KUALA LUMPUR Mr Anwar Ibrahim declared a "new dawn for Malaysia" yesterday after his release from prison paved the way for a return to national politics as presumptive successor to Prime Minister Mahathir Mohamad following a stunning election upset.

In scenes that captivated Malaysians, the charismatic 70-year-old returned to the national spotlight after the country's king quashed a widely-criticised sodomy conviction that had put Mr Anwar behind bars for three years.

To ecstatic cries of Reformasi (Reform) - Mr Anwar's ralling cry - he vowed to hundreds of journalists, supporters and admiring prison guards to support the new government's efforts to clean up the country, AFP reported.

"Now there is a new dawn for Malaysia. I must thank the people of Malaysia," said Mr Anwar, flanked by his wife Wan Azizah Wan Ismail and other members of his political party.
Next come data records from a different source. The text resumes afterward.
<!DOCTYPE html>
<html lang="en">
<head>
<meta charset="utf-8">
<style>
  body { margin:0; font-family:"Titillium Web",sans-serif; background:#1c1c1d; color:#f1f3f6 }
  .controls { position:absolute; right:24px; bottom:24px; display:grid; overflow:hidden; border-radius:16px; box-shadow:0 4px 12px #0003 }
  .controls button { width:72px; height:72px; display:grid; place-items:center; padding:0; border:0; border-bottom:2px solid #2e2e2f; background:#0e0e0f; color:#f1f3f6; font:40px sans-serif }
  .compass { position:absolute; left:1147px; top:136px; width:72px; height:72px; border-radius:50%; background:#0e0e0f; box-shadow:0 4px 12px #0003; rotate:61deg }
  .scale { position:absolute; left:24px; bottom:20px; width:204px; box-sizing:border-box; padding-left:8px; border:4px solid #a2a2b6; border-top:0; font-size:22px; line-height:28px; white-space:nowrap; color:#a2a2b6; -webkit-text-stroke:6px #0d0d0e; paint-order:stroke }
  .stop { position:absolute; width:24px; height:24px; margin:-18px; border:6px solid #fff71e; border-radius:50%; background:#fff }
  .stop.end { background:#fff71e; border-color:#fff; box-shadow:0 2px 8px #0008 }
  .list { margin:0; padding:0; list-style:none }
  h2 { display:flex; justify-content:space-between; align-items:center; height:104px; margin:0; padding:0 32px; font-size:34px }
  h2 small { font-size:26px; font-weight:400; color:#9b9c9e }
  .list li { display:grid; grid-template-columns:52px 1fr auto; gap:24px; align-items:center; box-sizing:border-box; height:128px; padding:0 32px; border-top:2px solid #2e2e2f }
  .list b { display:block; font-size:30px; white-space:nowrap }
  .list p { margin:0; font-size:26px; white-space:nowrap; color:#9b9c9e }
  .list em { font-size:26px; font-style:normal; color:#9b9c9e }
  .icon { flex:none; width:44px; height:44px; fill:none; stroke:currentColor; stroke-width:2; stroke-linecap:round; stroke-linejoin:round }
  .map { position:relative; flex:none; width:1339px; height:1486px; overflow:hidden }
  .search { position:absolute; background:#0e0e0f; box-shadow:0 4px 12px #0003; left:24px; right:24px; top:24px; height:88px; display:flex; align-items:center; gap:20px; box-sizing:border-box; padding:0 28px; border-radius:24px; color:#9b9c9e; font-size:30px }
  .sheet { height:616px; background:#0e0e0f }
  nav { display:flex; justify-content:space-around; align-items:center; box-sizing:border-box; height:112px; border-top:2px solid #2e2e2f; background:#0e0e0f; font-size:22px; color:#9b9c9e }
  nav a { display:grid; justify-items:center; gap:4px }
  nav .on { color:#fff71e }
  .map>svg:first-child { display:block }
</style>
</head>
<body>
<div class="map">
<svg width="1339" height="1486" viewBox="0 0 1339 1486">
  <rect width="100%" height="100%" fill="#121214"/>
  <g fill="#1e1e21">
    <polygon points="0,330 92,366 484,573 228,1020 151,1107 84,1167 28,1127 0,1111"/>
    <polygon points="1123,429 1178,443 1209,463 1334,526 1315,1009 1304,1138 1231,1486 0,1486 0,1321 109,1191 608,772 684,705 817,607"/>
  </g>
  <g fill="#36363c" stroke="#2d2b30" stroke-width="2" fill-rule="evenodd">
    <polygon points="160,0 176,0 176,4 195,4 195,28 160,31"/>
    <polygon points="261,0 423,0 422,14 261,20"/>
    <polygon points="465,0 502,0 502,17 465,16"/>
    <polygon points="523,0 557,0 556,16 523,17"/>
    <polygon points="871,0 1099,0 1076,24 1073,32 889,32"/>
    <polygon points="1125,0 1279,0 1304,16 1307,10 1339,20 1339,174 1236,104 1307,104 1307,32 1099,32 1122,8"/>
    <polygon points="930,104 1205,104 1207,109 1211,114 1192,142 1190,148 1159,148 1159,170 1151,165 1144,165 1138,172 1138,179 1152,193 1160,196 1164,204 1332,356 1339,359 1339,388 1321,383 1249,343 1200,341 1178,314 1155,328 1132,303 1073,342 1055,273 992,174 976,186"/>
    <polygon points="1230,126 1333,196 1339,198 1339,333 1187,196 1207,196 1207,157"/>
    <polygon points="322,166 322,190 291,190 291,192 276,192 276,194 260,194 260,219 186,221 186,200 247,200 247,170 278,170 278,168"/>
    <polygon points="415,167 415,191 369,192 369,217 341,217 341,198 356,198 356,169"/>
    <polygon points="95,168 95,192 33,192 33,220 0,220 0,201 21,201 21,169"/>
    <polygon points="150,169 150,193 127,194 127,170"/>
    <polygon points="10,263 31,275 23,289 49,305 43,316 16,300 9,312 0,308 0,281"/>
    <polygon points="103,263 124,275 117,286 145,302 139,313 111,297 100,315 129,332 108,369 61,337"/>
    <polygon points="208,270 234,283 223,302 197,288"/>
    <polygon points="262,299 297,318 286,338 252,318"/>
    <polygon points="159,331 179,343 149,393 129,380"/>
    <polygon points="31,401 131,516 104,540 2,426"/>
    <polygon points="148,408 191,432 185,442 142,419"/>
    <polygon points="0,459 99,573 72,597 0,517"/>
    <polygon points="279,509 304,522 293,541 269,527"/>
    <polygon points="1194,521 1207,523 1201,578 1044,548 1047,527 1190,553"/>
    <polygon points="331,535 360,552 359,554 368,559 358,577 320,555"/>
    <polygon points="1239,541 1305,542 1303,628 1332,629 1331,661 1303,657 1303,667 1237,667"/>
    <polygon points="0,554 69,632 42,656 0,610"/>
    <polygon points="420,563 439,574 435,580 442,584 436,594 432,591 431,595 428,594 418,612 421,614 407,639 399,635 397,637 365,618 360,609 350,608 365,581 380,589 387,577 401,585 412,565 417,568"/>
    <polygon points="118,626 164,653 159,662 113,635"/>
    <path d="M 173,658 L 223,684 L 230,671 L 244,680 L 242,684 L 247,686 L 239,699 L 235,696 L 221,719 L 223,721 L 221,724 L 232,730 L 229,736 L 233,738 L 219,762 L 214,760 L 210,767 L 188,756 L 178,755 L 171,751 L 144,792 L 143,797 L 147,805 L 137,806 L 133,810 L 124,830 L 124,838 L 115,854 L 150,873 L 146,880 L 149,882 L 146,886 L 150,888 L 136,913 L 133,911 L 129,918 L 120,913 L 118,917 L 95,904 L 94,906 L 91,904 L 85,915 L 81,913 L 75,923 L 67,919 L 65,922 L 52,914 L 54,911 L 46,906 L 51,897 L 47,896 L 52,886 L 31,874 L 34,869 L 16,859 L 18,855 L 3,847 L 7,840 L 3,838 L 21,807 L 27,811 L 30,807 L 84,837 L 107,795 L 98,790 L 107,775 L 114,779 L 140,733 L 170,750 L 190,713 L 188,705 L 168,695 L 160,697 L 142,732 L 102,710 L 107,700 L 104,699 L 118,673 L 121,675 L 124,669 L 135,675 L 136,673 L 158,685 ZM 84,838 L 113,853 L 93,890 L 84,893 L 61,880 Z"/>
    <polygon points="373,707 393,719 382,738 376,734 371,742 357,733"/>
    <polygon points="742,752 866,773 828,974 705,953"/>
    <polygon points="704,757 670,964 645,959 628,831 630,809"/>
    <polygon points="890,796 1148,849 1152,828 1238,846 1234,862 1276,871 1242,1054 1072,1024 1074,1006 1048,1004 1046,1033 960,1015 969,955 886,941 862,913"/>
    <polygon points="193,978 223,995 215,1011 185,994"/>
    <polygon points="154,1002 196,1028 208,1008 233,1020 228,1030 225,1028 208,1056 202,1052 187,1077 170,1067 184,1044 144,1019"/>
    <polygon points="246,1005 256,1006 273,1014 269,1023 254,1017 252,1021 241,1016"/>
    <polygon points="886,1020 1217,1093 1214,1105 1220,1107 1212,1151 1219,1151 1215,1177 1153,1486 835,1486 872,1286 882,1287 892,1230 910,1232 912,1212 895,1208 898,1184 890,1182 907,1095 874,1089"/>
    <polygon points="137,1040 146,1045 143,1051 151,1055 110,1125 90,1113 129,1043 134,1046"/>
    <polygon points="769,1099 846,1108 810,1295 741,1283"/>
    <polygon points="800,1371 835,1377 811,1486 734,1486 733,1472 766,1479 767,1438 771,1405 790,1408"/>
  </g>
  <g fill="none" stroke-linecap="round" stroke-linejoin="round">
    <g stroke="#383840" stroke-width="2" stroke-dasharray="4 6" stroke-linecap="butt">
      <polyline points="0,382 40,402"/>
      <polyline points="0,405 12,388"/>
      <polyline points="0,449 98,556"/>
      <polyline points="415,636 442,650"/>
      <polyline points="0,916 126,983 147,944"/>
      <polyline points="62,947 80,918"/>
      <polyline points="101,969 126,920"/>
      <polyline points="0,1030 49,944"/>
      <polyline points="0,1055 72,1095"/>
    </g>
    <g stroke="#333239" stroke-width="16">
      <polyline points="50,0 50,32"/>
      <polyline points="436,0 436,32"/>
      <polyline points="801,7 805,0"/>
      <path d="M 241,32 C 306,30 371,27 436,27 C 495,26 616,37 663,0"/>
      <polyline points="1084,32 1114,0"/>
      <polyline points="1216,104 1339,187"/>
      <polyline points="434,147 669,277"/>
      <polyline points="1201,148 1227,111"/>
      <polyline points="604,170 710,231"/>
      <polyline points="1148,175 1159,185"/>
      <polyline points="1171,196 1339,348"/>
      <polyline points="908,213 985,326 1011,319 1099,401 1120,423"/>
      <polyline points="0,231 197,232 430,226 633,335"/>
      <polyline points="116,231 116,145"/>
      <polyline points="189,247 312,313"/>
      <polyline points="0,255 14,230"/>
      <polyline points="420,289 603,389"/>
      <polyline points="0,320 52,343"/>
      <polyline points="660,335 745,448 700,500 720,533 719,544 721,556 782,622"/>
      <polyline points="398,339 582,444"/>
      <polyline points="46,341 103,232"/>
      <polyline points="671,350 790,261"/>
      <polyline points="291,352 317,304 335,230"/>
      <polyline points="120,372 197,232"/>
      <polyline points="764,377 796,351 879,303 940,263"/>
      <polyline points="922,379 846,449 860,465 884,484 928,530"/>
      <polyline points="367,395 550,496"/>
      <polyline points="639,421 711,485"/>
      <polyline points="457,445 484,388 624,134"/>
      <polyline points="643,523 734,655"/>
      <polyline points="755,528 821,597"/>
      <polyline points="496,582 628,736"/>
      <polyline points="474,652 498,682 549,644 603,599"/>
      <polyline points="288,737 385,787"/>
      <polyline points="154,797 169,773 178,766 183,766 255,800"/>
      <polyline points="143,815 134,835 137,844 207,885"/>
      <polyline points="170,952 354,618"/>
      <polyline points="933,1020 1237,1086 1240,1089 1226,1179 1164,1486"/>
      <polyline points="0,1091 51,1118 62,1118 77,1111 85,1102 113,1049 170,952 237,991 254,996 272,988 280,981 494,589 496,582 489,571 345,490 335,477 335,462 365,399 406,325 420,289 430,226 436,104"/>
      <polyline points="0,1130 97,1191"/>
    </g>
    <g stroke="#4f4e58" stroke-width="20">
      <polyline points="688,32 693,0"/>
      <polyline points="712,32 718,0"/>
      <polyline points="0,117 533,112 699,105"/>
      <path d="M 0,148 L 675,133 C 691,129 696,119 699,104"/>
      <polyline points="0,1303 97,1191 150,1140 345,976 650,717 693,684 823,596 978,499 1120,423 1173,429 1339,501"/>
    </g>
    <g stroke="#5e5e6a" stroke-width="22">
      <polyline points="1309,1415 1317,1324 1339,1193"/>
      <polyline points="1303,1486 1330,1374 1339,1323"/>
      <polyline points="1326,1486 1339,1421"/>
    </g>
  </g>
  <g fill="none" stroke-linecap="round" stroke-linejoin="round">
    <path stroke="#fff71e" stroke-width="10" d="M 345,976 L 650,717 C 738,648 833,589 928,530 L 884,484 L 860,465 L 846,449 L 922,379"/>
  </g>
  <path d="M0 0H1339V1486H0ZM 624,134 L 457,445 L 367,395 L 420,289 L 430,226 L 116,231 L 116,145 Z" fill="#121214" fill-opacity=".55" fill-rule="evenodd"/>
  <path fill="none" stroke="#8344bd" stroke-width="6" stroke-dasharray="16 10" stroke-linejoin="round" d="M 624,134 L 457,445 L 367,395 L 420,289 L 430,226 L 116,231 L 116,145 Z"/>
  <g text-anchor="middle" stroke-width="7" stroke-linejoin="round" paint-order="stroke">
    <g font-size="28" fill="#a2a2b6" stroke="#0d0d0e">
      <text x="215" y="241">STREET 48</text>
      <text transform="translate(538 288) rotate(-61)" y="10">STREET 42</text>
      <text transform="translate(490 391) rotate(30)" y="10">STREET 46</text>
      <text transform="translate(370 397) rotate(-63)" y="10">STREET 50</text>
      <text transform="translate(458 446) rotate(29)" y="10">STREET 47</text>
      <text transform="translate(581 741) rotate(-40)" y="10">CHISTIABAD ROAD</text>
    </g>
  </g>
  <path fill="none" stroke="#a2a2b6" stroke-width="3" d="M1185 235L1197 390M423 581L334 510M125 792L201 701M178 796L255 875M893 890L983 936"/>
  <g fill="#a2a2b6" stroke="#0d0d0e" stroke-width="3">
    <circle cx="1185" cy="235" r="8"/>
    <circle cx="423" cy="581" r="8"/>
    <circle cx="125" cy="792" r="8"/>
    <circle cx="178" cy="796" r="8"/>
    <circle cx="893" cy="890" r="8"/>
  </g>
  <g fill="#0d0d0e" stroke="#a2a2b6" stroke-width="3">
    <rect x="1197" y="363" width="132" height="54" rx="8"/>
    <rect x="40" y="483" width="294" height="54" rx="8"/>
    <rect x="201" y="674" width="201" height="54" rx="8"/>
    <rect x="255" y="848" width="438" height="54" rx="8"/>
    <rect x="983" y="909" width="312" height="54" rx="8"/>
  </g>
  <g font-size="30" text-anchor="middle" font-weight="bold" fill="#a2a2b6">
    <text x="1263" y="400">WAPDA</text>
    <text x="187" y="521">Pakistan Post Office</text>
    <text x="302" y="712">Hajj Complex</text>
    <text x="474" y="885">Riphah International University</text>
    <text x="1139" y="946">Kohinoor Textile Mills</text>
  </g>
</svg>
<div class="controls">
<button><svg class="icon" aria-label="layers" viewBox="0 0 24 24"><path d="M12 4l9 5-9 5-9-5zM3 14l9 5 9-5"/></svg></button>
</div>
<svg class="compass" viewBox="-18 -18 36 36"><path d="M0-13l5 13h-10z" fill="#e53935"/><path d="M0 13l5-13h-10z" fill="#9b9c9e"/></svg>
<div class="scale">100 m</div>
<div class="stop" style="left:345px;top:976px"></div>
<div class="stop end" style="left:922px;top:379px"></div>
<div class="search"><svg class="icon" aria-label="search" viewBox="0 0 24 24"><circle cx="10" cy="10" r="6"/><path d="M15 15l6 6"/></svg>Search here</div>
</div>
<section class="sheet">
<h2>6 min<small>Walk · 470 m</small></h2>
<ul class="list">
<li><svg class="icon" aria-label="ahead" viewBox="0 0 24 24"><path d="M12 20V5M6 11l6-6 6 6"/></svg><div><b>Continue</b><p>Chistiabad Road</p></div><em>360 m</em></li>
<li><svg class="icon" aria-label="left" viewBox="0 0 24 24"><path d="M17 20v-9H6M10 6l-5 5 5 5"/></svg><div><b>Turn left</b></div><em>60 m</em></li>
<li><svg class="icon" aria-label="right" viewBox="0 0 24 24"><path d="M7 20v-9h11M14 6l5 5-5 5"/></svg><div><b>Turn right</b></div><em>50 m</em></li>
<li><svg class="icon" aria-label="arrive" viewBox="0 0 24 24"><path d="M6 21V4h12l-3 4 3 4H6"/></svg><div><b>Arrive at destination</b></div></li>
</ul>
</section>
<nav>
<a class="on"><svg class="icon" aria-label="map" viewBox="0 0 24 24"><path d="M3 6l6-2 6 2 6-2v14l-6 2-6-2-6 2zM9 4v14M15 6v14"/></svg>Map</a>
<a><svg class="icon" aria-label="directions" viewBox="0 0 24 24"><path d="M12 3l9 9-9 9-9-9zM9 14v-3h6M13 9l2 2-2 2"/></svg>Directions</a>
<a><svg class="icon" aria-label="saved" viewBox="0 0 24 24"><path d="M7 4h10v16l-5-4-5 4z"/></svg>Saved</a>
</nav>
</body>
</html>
"The entire spectrum of Malaysians, regardless of race or religion, have stood by the principles of democracy and freedom. They demand change."

Mr Anwar has cast a long shadow over Malaysian politics for decades.

The question now is how Mr Anwar will get along with Prime Minister Mahathir Mohamad, his ally-turned-foe-turned-ally, and what role he will play in the new government.

But Mr Anwar said he would like to take time off with his family and did not intend to join the Cabinet any time soon.

He said he would support the government led by Dr Mahathir, in which his wife Wan Azizah is deputy prime minister.

"I've told Tun Mahathir, I don't need to serve in the Cabinet for now," Mr Anwar said.

He was only back as a citizen, reported The Star.

"I'll be taking time off to give a series of talks in Harvard, Georgetown and a few Muslim countries.

"I've given my assurance to Mahathir and Azizah that I'm here as a concerned citizen, with complete support for them to manage the affairs of the country," he said.

He added that this was on the understanding they were "committed with the reform agenda, beginning with the judiciary, media and the entire apparatus".

Mr Anwar said he had forgiven Dr Mahathir.

He was Dr Mahathir's deputy in the 1990s but fell out with his mentor during the Asian financial crisis.

He was sacked from the ruling party and founded the Reformasi movement, challenging Dr Mahathir's government.

"I and Mahathir have buried the hatchet already, it was a long time ago," Mr Anwar said.

"I have forgiven him, he has proved his mettle. Why should I harbour any malice towards him?"